PR2 — self-upgrade build pipeline (2026-05-22)

Motivation

PR1 added the read-only surface. PR2 lands the build half of the self-upgrade flow: an operator clicks "Upgrade", and the deployed app clones the requested git tag into the terminal sidecar and runs az acr build for each of elb-api, elb-frontend, elb-terminal. The ARM PATCH that swaps the Container App template to the new images remains deferred to PR3 — PR2 stops in state=succeeded after the last image is pushed, with no traffic impact. This means PR2 is safe to deploy even though the visible UI (PR4) isn't there yet: the routes just sit idle until something/someone POSTs /api/upgrade/start.

User-facing change

Backend-only. Once the operator sets both UPGRADE_GIT_REMOTE (from PR1) and PLATFORM_ACR_NAME, and lists their oid in UPGRADE_ADMIN_OIDS, two new mutating endpoints become available:

  • POST /api/upgrade/start — body {target_version, target_sha?, confirm_downtime: true}. Returns 202 Accepted with the queued state row.
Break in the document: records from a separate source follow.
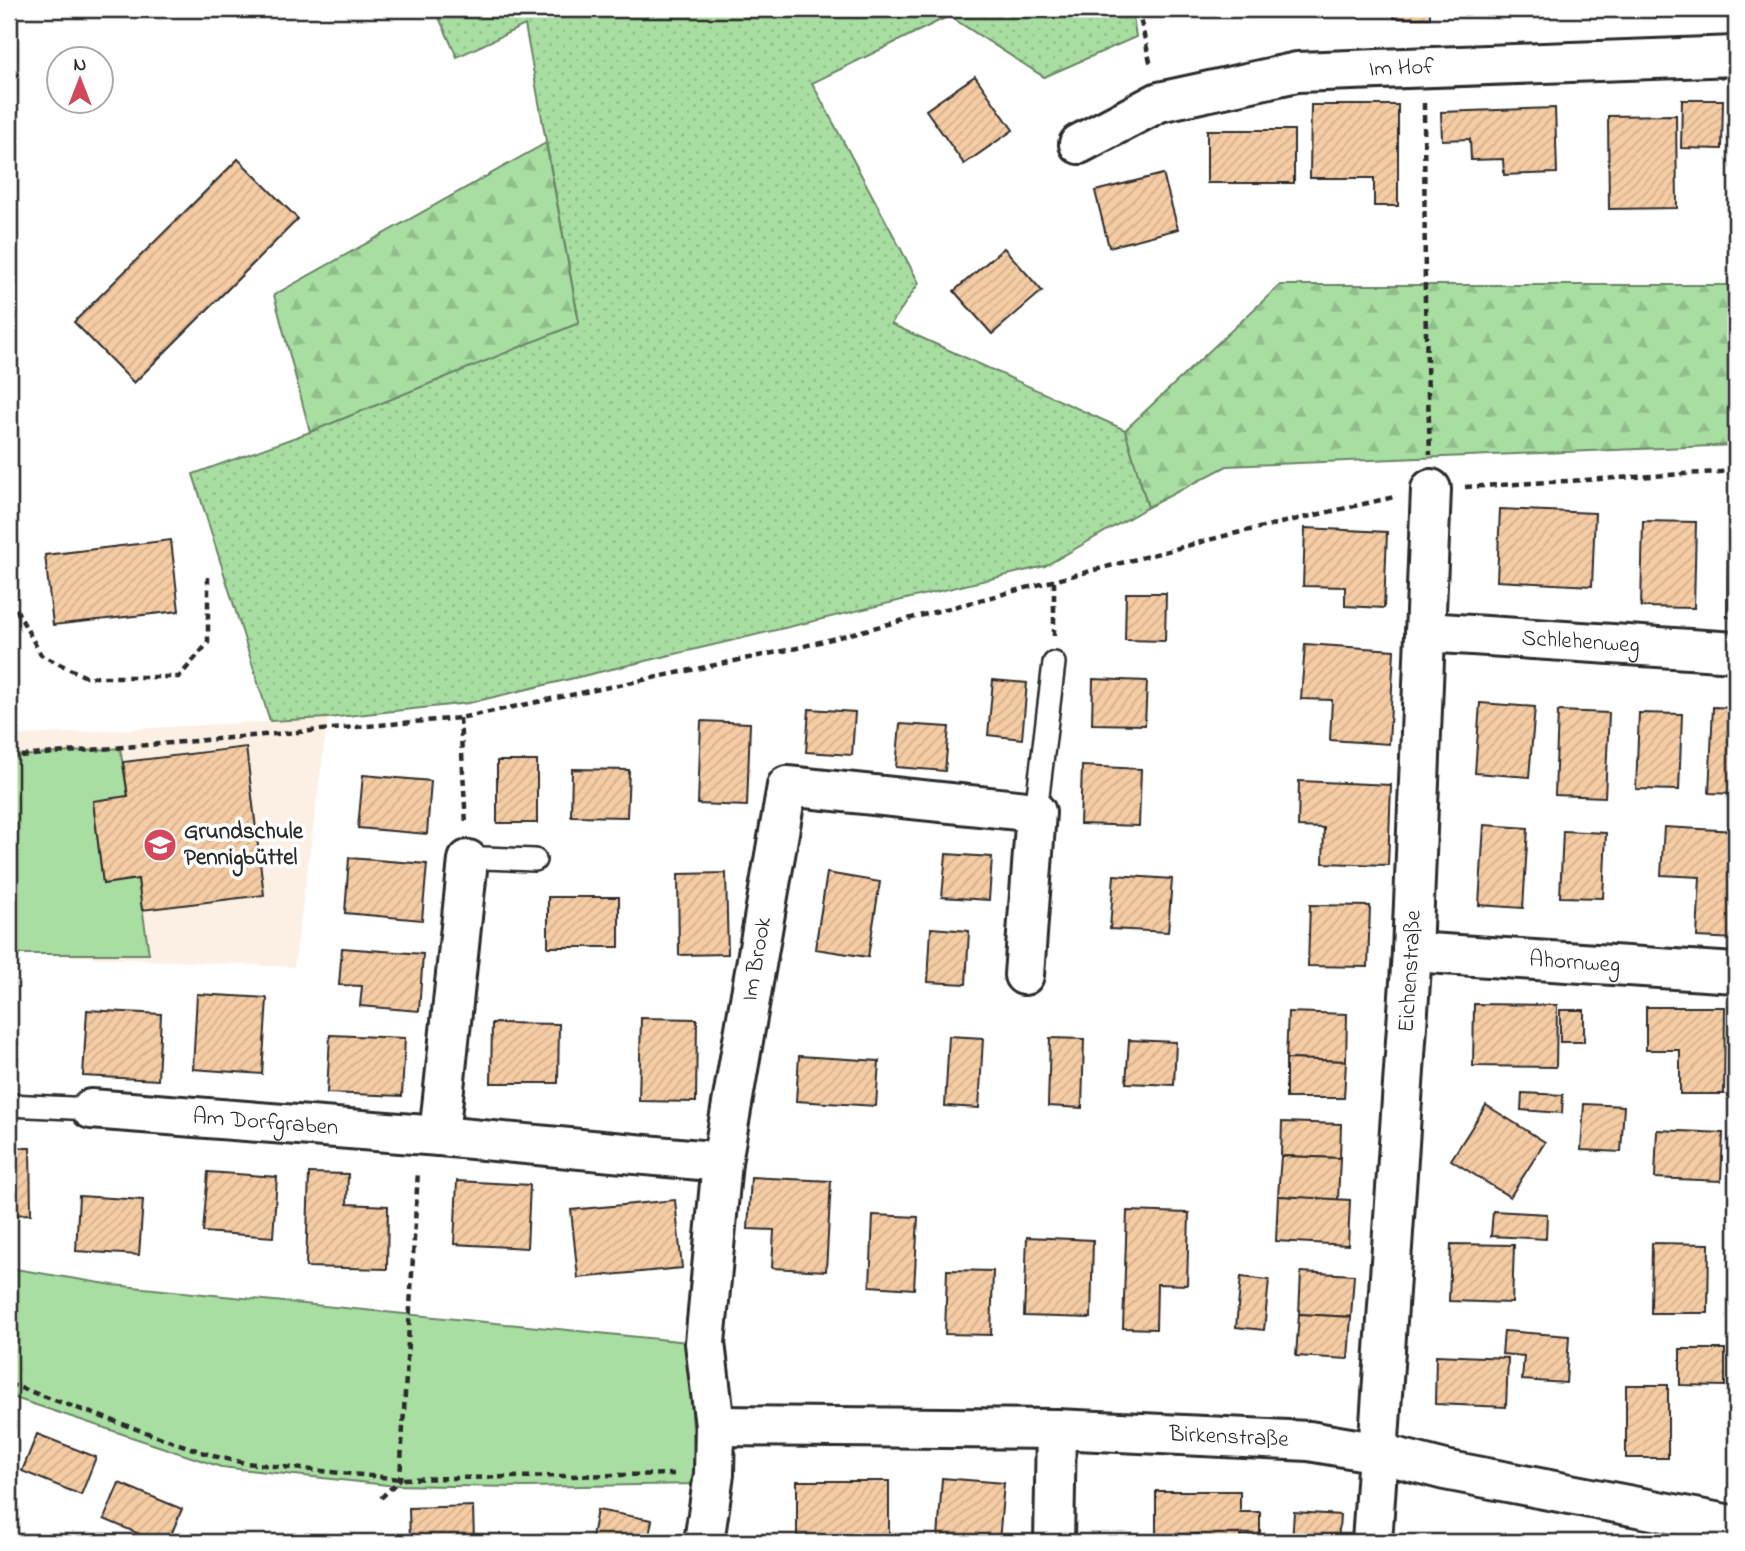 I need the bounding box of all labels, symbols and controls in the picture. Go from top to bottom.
north arrow [46,46,116,116]
street label: Im Hof [1368,51,1435,86]
text: N [74,52,87,79]
street label: Schlehenweg [1520,622,1641,663]
place label: Grundschule Pennigbüttel [184,816,304,877]
school or university icon: Grundschule Pennigbüttel [141,826,179,864]
street label: Eichenstraße [1390,909,1430,1033]
street label: Im Brook [734,914,781,1004]
street label: Ahornweg [1528,943,1621,983]
street label: Am Dorfgraben [191,1100,340,1145]
street label: Birkenstraße [1167,1418,1290,1457] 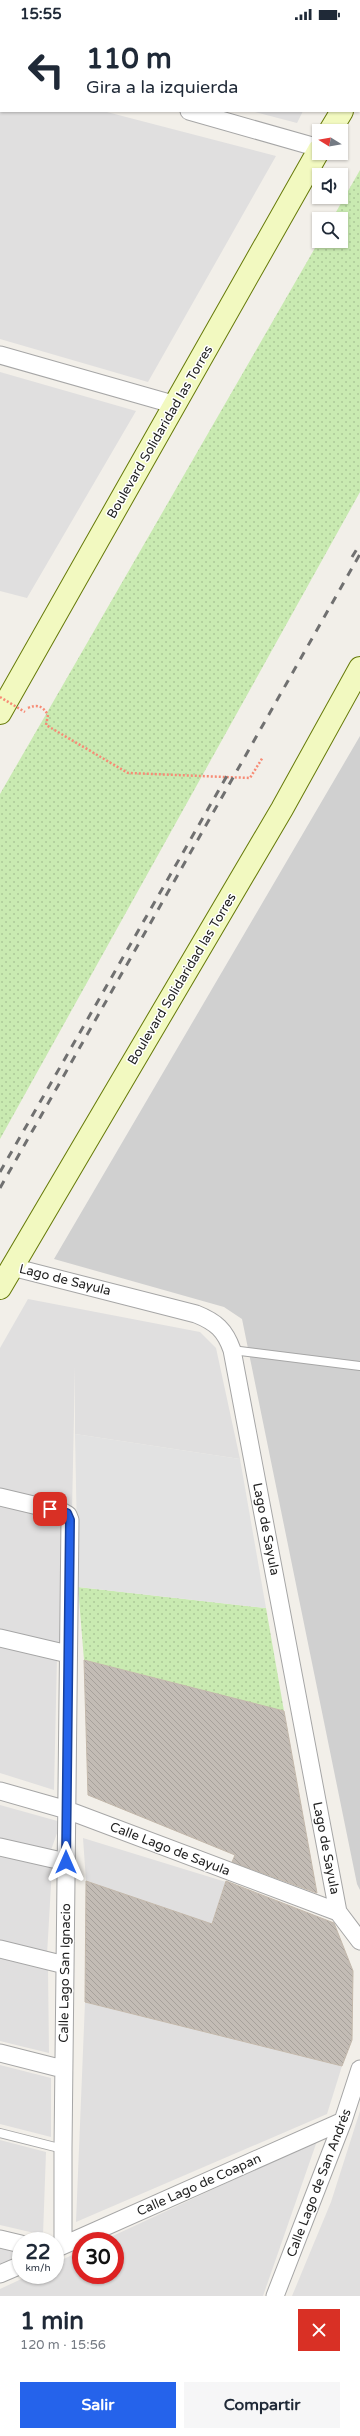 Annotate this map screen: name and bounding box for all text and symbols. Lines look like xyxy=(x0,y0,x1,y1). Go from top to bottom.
text: 15:55 xyxy=(20,5,62,23)
text: 110 m xyxy=(86,42,172,76)
icon: left xyxy=(20,44,72,96)
text: Gira a la izquierda xyxy=(86,76,238,98)
north arrow xyxy=(312,124,348,160)
map controls xyxy=(312,124,348,248)
button: sound xyxy=(312,168,348,204)
button: search xyxy=(312,212,348,248)
street label: Boulevard Solidaridad las Torres xyxy=(104,342,216,522)
street label: Boulevard Solidaridad las Torres xyxy=(124,890,240,1068)
street label: Lago de Sayula xyxy=(18,1261,112,1299)
street label: Lago de Sayula xyxy=(249,1481,283,1577)
pin xyxy=(33,1492,67,1526)
icon: arrive xyxy=(39,1498,61,1520)
street label: Lago de Sayula xyxy=(309,1800,343,1896)
street label: Calle Lago de Sayula xyxy=(108,1819,232,1879)
position arrow xyxy=(45,1841,87,1883)
street label: Calle Lago San Ignacio xyxy=(56,1903,74,2043)
street label: Calle Lago de San Andrés xyxy=(283,2107,355,2259)
street label: Calle Lago de Coapan xyxy=(134,2150,264,2220)
speed limit sign: 30 xyxy=(72,2232,124,2284)
text: 22 xyxy=(25,2241,51,2265)
text: km/h xyxy=(25,2262,51,2274)
text: 1 min xyxy=(20,2307,84,2336)
button: close xyxy=(298,2309,340,2351)
text: 120 m · 15:56 xyxy=(20,2337,106,2353)
button: Salir xyxy=(20,2382,176,2428)
button: Compartir xyxy=(184,2382,340,2428)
Requires the UpgradeAdmin role gate. Refuses to start a second upgrade while one is in flight (409 Conflict). Refuses without confirm_downtime=true (422).
  • GET /api/upgrade/jobs/{job_id}/build-log/{component} — streams the per-component Append Blob captured during the build. component must be api, frontend, or terminal. Admin-gated.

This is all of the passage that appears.